_Task details_
What is the number of lines in the entries below that include the word "setLineDash"? Provide the number only.

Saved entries
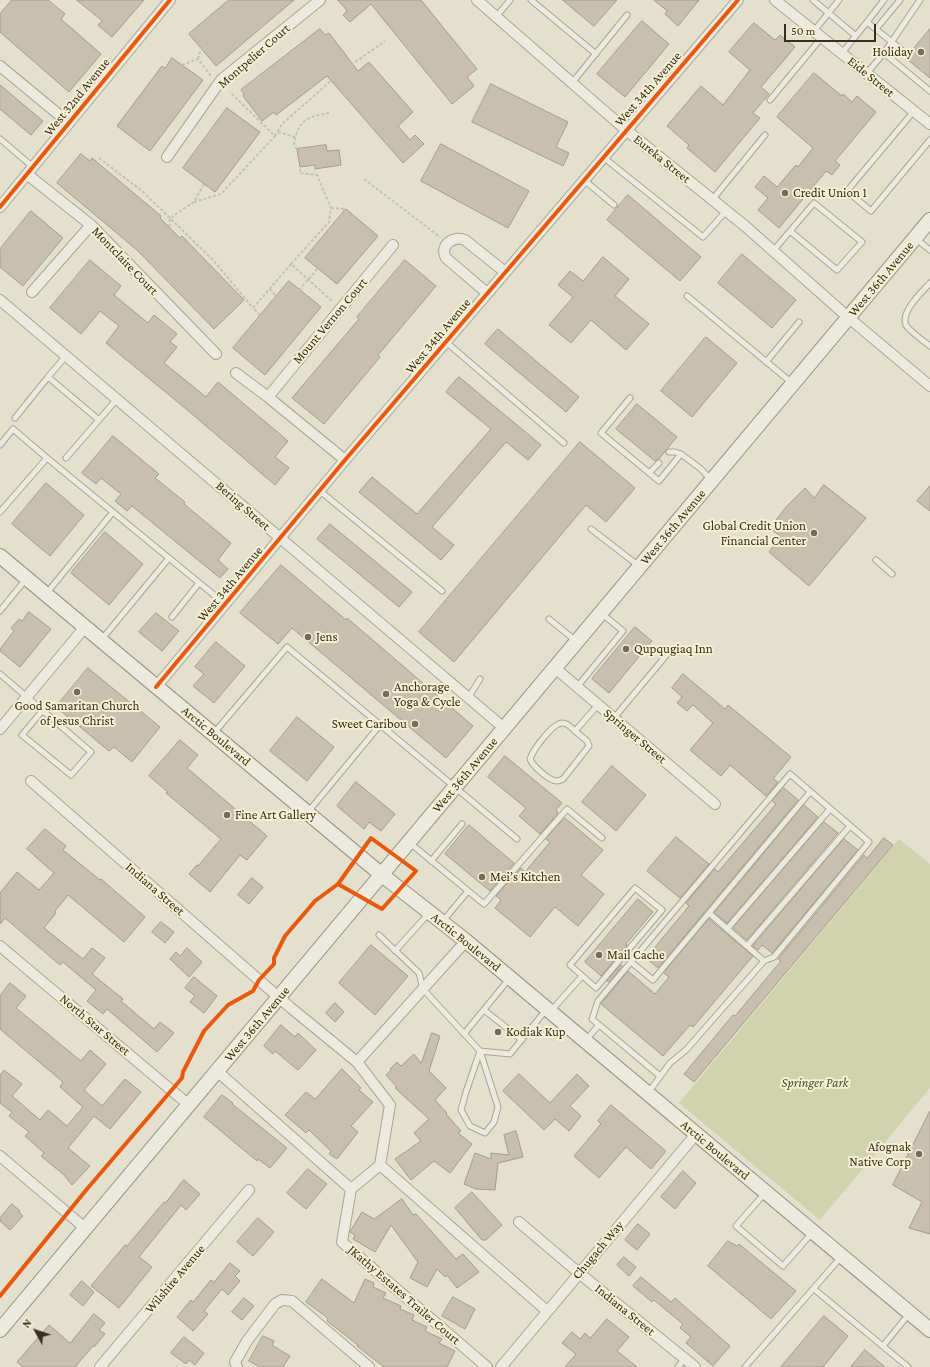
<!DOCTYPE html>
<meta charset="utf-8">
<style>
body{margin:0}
#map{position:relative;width:930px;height:1367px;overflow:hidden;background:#e3e0cd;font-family:"Crimson Pro",serif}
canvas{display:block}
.north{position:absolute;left:16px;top:1311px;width:40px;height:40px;-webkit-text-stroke:3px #f5f0d3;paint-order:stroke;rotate:310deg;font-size:11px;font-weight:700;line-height:16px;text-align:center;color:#382e1e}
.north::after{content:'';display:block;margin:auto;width:14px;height:18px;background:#382e1e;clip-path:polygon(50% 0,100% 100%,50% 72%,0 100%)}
.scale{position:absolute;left:784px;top:24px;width:92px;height:18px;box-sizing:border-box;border:2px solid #382e1e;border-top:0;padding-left:5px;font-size:12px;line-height:14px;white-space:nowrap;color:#382e1e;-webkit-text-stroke:3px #f5f0d3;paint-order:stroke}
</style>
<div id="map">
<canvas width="930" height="1367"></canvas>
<div class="north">N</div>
<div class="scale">50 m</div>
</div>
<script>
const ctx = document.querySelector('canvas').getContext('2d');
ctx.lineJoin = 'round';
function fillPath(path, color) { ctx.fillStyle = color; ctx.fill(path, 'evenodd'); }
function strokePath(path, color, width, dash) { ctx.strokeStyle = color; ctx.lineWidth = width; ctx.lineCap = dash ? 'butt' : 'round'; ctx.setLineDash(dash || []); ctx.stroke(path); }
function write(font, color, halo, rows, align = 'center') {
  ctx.font = font + ' "Crimson Pro",serif'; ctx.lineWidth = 4; ctx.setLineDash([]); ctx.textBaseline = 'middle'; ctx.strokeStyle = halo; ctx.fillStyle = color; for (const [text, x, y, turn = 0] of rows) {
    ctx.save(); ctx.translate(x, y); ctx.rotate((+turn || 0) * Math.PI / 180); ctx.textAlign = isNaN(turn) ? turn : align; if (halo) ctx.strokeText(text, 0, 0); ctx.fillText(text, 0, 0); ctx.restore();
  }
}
fillPath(new Path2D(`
 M899 839 930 864V1088L820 1220 679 1103Z`), '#cfd4af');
const building = new Path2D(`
 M12 0H48L65 14 61 19 101 54 69 92 0 32V14Z
 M77 0H144L112 37 98 25 102 21Z
 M229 0H294L216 66 189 34Z
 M338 0H421L477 69 467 77 474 86 452 104 371 4 350 22 343 15 347 11Z
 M563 0H617L594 26Z
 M654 0H699L678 26 665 14 667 11Z
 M642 21 669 44 625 97 597 74Z
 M754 23 775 40 780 35 795 47 761 87 769 94 753 113 760 118 715 172 687 148 689 145 667 126 701 86 723 105 750 70 729 52Z
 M320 29 325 35 329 33 358 71 369 62 413 112 398 126 410 140 415 135 424 144 403 163 327 76 276 115 274 112 262 121 243 96 244 94 241 90Z
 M930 29V78L907 59 911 57V52Z
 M172 58 203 80 150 151 117 126 162 66 165 68Z
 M814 73 842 96 843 94 852 102 857 96 876 112 835 161 840 165 832 175 826 171 779 228 758 210 768 198 755 187 764 176 777 187 796 165 798 167 813 148 777 117Z
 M491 84 568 122 556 147 569 153 563 166 472 122Z
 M0 85 43 121 31 135 0 109Z
 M227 108 260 132 215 192 183 168Z
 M441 144 529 191 508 228 421 181Z
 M326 145 327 151 339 150 341 165 315 169V165L300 167 297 149Z
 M81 154 90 161 92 158 161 216 160 218 180 238 182 236 244 300 214 329 137 250 57 183Z
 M628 195 701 257 680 281 607 220Z
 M346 209 378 236 337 284 305 258Z
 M31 211 63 238 23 286 0 267V249Z
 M742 254 796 300 772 328 718 283Z
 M603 257 629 279 615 296 649 324 626 350 591 320 571 343 549 325 573 297 558 285 570 271 583 281Z
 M90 260 121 286 114 295 148 323 154 315 177 334 170 342 177 347 164 363 206 397 218 382 288 441 275 457 289 468 275 485 191 413 106 343 119 326 100 311 81 334 50 308Z
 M405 260 436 286 378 355 380 357 324 424 292 398 359 319 357 317Z
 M289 281 321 307 265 375 233 348Z
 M498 329 579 397 566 412 485 344Z
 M706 337 737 363 692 417 661 391Z
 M459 377 541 445 528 460 506 442 432 527 454 545 441 560 359 492 372 477 417 514 491 429 446 392Z
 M637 404 677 437 666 450 659 459 655 461 616 429Z
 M113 436 159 474 155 478 185 502 184 504 231 543 218 560 228 569 220 578 132 506 127 511 115 501 121 494 101 478 96 484 82 473Z
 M580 442 635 488 606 522 586 505 454 662 419 632Z
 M46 483 84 515 50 556 12 524Z
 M824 485 866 518 809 586 769 552 781 537 770 528 786 507 805 488 814 498Z
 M930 486V511L917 501Z
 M330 524 412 592 399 607 317 539Z
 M105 532 143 564 109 605 71 573Z
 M281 565 346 620 347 618 473 726 446 758 292 628 278 644 240 613Z
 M29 612 51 629 20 667 0 651V649L14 631 11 628 19 619 22 621Z
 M156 613 179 631 162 651 139 632Z
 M635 627 652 641 609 693 592 679Z
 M216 642 245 666 214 703 193 686 204 674 195 667Z
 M88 668 160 727 132 762 114 747 109 751 56 707Z
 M683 674 725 709 728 705 791 757 773 779 778 782 766 796 730 765 721 776 690 750 713 723 693 705 687 711 677 703 682 697 672 688Z
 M297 717 334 747 307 781 270 751Z
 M180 740 198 755 187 768 267 836 247 860 240 855 210 892 189 874 197 865 198 866 221 839 166 793 168 792 149 776Z
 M505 756 562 803 556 810 558 813 540 834 519 816 526 808 488 777Z
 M612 766 646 795 616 831 582 802Z
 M356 782 395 814 381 831 369 822 364 829 337 806Z
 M784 788 798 800 658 968 646 958 689 906 686 903 715 869 718 872 776 804 772 801Z
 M804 805 818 817 727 923 715 913Z
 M565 818 603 850 581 875 604 894 578 926 555 907 530 937 495 908 501 900 496 896 521 868 525 872 550 842 546 839Z
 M824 822 838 833 747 940 733 928Z
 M469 825 514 863 490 891 445 854Z
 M45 829 66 846 63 850 100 880 101 879 145 917 124 942 68 895 55 911 56 913 44 928 83 959 92 948 105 958 92 974 123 999 121 1001 154 1029 160 1022 174 1033 157 1052 107 1009 103 1014 87 1001 96 990 63 962 60 965 5 918 0 924V893L17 872 39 890 54 873 27 849Z
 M676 837 709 864 680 898 647 871Z
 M884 838 893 845 694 1082 684 1074 733 1015 735 1016 781 961 778 959 864 855 867 858Z
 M844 839 858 850 772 953 762 945 758 950 753 946Z
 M252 878 263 887 249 904 238 895Z
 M638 899 653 912 626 944 627 945 601 976 585 962Z
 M709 919 753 956 693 1027 690 1025 663 1056 601 1004 628 971 655 994 669 977 664 973Z
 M161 922 174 932 165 943 152 932Z
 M371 945 408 976 375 1015 339 983Z
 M187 948 202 962 189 977 170 959 176 952 180 956Z
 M621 965 622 966 609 982 607 981Z
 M194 977 217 996 204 1013 190 1002 195 996 185 988Z
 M10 983 26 996 16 1008 81 1061 90 1050 106 1064 84 1090 102 1106 125 1079 141 1092 110 1129 94 1116 68 1148 90 1166 72 1185 64 1175 41 1156 44 1153 25 1136 29 1132 9 1116 12 1112 0 1103V1075L4 1070 22 1084 12 1096 40 1120 48 1110 67 1126 83 1107 60 1087 63 1082 0 1029V996Z
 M335 1003 344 1012 335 1022 326 1013Z
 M281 1025 295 1037 298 1033 316 1050 298 1070 275 1051 273 1054 264 1046Z
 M432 1033 440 1036 429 1071 446 1088 435 1100 447 1113 446 1114 461 1131 458 1133 472 1144 450 1173 434 1161 411 1180 395 1159 421 1141 414 1133 429 1119 395 1088 397 1087 386 1075 391 1070 390 1069 397 1062 401 1066 414 1054 421 1063Z
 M342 1069 361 1088 359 1090 373 1102 351 1126 358 1132 337 1159 329 1154 331 1151 309 1130 306 1133 285 1115 306 1092 315 1099Z
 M519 1074 550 1103 577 1074 589 1086 570 1106 581 1116 569 1131 555 1119 544 1130 503 1091Z
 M222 1095 233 1103 232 1104 287 1148 270 1168 258 1159 257 1161 204 1117Z
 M611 1105 666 1151 651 1169 626 1147 599 1178 574 1156 601 1124 598 1121Z
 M930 1111V1234L909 1228 922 1202 893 1185Z
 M516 1131 523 1157 498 1163 495 1190 476 1189 464 1184 475 1153 491 1159V1153L509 1155 504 1135Z
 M308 1169 327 1184 306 1209 287 1193Z
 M683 1171 696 1183 675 1209 661 1197Z
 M184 1180 200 1194 186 1210 181 1205 139 1257 152 1267 119 1308 91 1286 125 1245 127 1246 164 1202 165 1203Z
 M472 1192 502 1225 486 1240H482L455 1208Z
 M402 1199 413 1215 416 1214 456 1259 463 1254 479 1272 457 1288 447 1275 445 1277 437 1269 427 1287 410 1278 418 1262 391 1225 375 1252 353 1239 355 1235 350 1232 351 1230 362 1212 374 1219Z
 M12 1204 20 1211 19 1212 23 1216 10 1230 0 1221V1218Z
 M258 1218 274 1232 253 1256 237 1242Z
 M638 1224 650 1234 637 1250 625 1240Z
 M728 1241 737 1246 739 1244 796 1291 771 1319 708 1266Z
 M624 1257 636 1267 629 1276 617 1265Z
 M230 1263 240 1271 235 1276 240 1281 228 1295 222 1289 204 1311 208 1314 193 1331 177 1317 191 1300 193 1302 211 1280 214 1282Z
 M641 1277 671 1302 675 1298 730 1346 713 1366 686 1343 691 1337 680 1328 683 1324 654 1300 652 1302 633 1286Z
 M322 1279 354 1303 365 1279 374 1283 373 1287 386 1293 383 1298 401 1306 400 1309 414 1315 412 1320 427 1327 425 1331 442 1339 439 1343 455 1351 447 1367H384L357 1346 358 1345 327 1321 328 1319 324 1315 306 1302Z
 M82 1281 94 1292 83 1306 70 1295Z
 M453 1297 475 1309 465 1329 442 1316Z
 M244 1298 254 1306 242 1320 232 1312Z
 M94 1314 105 1323 99 1330 105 1334 94 1347 93 1346 75 1367H23L17 1362 49 1325 70 1343Z
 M824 1316 848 1336 823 1367H781Z
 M607 1319 629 1337 617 1351 637 1367H565L576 1354 562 1343 572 1332 580 1339 585 1333 590 1338Z
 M263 1336 274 1341 272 1345 290 1356 283 1367H260L249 1361Z
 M184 1337 204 1353 195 1365 189 1360 186 1364 171 1353Z
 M865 1350 885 1367H851Z`);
fillPath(building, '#c8bfae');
strokePath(building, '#a49c8c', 1);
const lane = new Path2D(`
 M531 0 596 54
 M813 0 856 36
 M496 17 510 0
 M867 22 884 0
 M876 29 900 0
 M814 31 839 0
 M842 53 867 22 908 55
 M884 53 920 0
 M867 73 884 53 930 91
 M572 83 627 15
 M770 100 822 37
 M914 111 847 191 871 211 930 140
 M0 139 33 167
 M603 157 703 237 726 211
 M584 180 614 205
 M712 200 765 135
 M915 238 930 250
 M773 251 814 203 862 242 837 270 790 231
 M930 283C922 292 900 312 906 325 909 331 924 341 930 346
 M687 296 792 383
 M446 342 564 443
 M766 362 799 322
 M48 377 66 356
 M630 398 601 433 659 481 681 454 701 469 711 480
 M15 418 48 377 99 420
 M0 445 13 429 47 458
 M669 452H675L681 454
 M66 458 117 399
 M649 473 659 463
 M320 491 442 591
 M0 512 47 458 225 604
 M591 529 639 566
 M876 560 892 574
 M46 594 113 512
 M0 611 26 579
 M172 617 199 583
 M549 619 576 641
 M102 639 169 558
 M0 674 91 752 71 775 22 735 43 710
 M577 687 623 631 601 613
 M468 698 480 679
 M614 718 669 652
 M575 731 587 741 589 746 563 779C561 780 559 781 557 781 549 781 533 766 530 759 533 750 553 722 563 723 567 723 572 728 575 731L598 705
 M214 733 287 647 517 839
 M308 812 380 725
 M410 843 484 904 567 809 602 838
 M431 861 462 824
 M635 888 662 910 596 988 570 965Z
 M709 913 764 961
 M443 921 468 891
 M727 929 830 809
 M379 935 419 973 423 989 480 1051 466 1092 461 1110 470 1126 485 1133 494 1122 498 1107 480 1051 510 1054 546 1010
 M747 946 850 826
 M395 951 429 913
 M631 962 598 1001 592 1019 660 1076
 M484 1010 522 1040
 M551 1011 582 976
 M464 1034 509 979
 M586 1040 599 1025
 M648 1093 670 1063 686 1050 764 961 774 957 869 842 790 774 631 962 653 980 810 792
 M765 1193 736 1226 783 1266 812 1233
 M814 1289 908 1367
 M883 1346 909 1314
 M678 1367 685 1358
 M745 1367 841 1257`);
const street = new Path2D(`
 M477 0 626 130 745 226 849 318 930 386
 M775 0 930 124
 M0 66 69 123
 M167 157 221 80 320 0
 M28 175 91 225 216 354
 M0 207 170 0
 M32 292 91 225
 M487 293 446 258C439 246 453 235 465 240L505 272
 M0 300 504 728
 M236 373 268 397 345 460
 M268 397 393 245
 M555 668 715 804
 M156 687 345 460 738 0
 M0 729 85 627
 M31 781 291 1008 357 1062 390 1105 380 1165 351 1189
 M0 946 189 1105
 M357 1062 466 941
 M217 1071 351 1189 342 1242 487 1367
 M0 1156 85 1228
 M380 1165 547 1311
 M519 1222 579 1273 695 1367
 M100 1367 249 1190
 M237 1367 235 1362 247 1341 275 1304 282 1300 292 1301 369 1367
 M501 1367 696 1134`);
const secondary = new Path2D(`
 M0 556 382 875 466 941 930 1330
 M0 1330 930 220`);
strokePath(lane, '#a9a596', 7);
strokePath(street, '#a9a596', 12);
strokePath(secondary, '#989486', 16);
strokePath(new Path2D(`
 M198 59 201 48
 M182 65 198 59 211 76
 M278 132 295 137
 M275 136 282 124 341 72 385 41
 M297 149 294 145C298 120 306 117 329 113
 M99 158 142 191 213 260 253 308
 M364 179 440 237
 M194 202 221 194 275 136 230 92
 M331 208 346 209
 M169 232 170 218 194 202 204 184
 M291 264 329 222 331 208 317 175 300 173V167
 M270 289 276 296
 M299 290 318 268
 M260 315 253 308 291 264 332 301`), '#c4c1b5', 2, [3, 2]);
strokePath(lane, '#eceadf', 5);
strokePath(street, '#eceadf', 10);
strokePath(secondary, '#eceadf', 14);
strokePath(new Path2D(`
 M0 207 170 0
 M156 687 345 460 738 0
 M371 838 416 871 382 909 338 884Z
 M0 1296 87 1189 182 1078 183 1072 204 1031 228 1005 253 991 259 980 274 964V958L285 936 315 901 338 884`), '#e8590c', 4);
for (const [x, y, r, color] of [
 [921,52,4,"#746c5b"],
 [785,193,4,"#746c5b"],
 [814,533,4,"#746c5b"],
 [308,637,4,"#746c5b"],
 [626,649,4,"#746c5b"],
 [77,692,4,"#746c5b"],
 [386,694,4,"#746c5b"],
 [415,724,4,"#746c5b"],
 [227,815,4,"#746c5b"],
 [482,877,4,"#746c5b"],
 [599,955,4,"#746c5b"],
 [498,1032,4,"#746c5b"],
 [919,1154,4,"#746c5b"]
]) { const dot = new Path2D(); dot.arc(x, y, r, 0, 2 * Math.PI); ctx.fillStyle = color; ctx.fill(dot); strokePath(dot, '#f5f0d3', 1.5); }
write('13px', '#382e1e', '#f5f0d3', [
 ["Holiday",913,52,"right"],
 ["Credit Union 1",793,193],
 ["Global Credit Union",806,526,"right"],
 ["Financial Center",806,541,"right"],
 ["Jens",316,637],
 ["Qupqugiaq Inn",634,649],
 ["Anchorage",394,687],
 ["Yoga & Cycle",394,702],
 ["Good Samaritan Church",77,706,"center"],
 ["of Jesus Christ",77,721,"center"],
 ["Sweet Caribou",407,724,"right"],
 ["Fine Art Gallery",235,815],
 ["Mei’s Kitchen",490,877],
 ["Mail Cache",607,955],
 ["Kodiak Kup",506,1032],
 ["Afognak",911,1147,"right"],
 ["Native Corp",911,1162,"right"]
], 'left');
write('13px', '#382e1e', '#f5f0d3', [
 ["Montpelier Court",254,56,-41],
 ["Eide Street",871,77,39],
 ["West 34th Avenue",648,89,-49],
 ["West 32nd Avenue",77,97,-51],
 ["Eureka Street",662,159,39],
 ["Montclaire Court",125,261,46],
 ["West 36th Avenue",881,279,-50],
 ["Mount Vernon Court",330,321,-50],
 ["West 34th Avenue",438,336,-50],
 ["Bering Street",243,506,41],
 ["West 36th Avenue",673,527,-50],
 ["West 34th Avenue",230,584,-50],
 ["Arctic Boulevard",216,736,40],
 ["Springer Street",635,736,40],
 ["West 36th Avenue",465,775,-50],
 ["Indiana Street",155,889,41],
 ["Arctic Boulevard",466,942,39],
 ["West 36th Avenue",257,1024,-50],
 ["North Star Street",95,1025,40],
 ["Arctic Boulevard",715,1150,40],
 ["Chugach Way",598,1250,-50],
 ["Wilshire Avenue",175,1279,-50],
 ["JKathy Estates Trailer Court",404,1295,41],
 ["Indiana Street",625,1310,39]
]);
write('italic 13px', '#415425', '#f5f0d3', [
 ["Springer Park",815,1083]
]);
</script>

_Task result_
2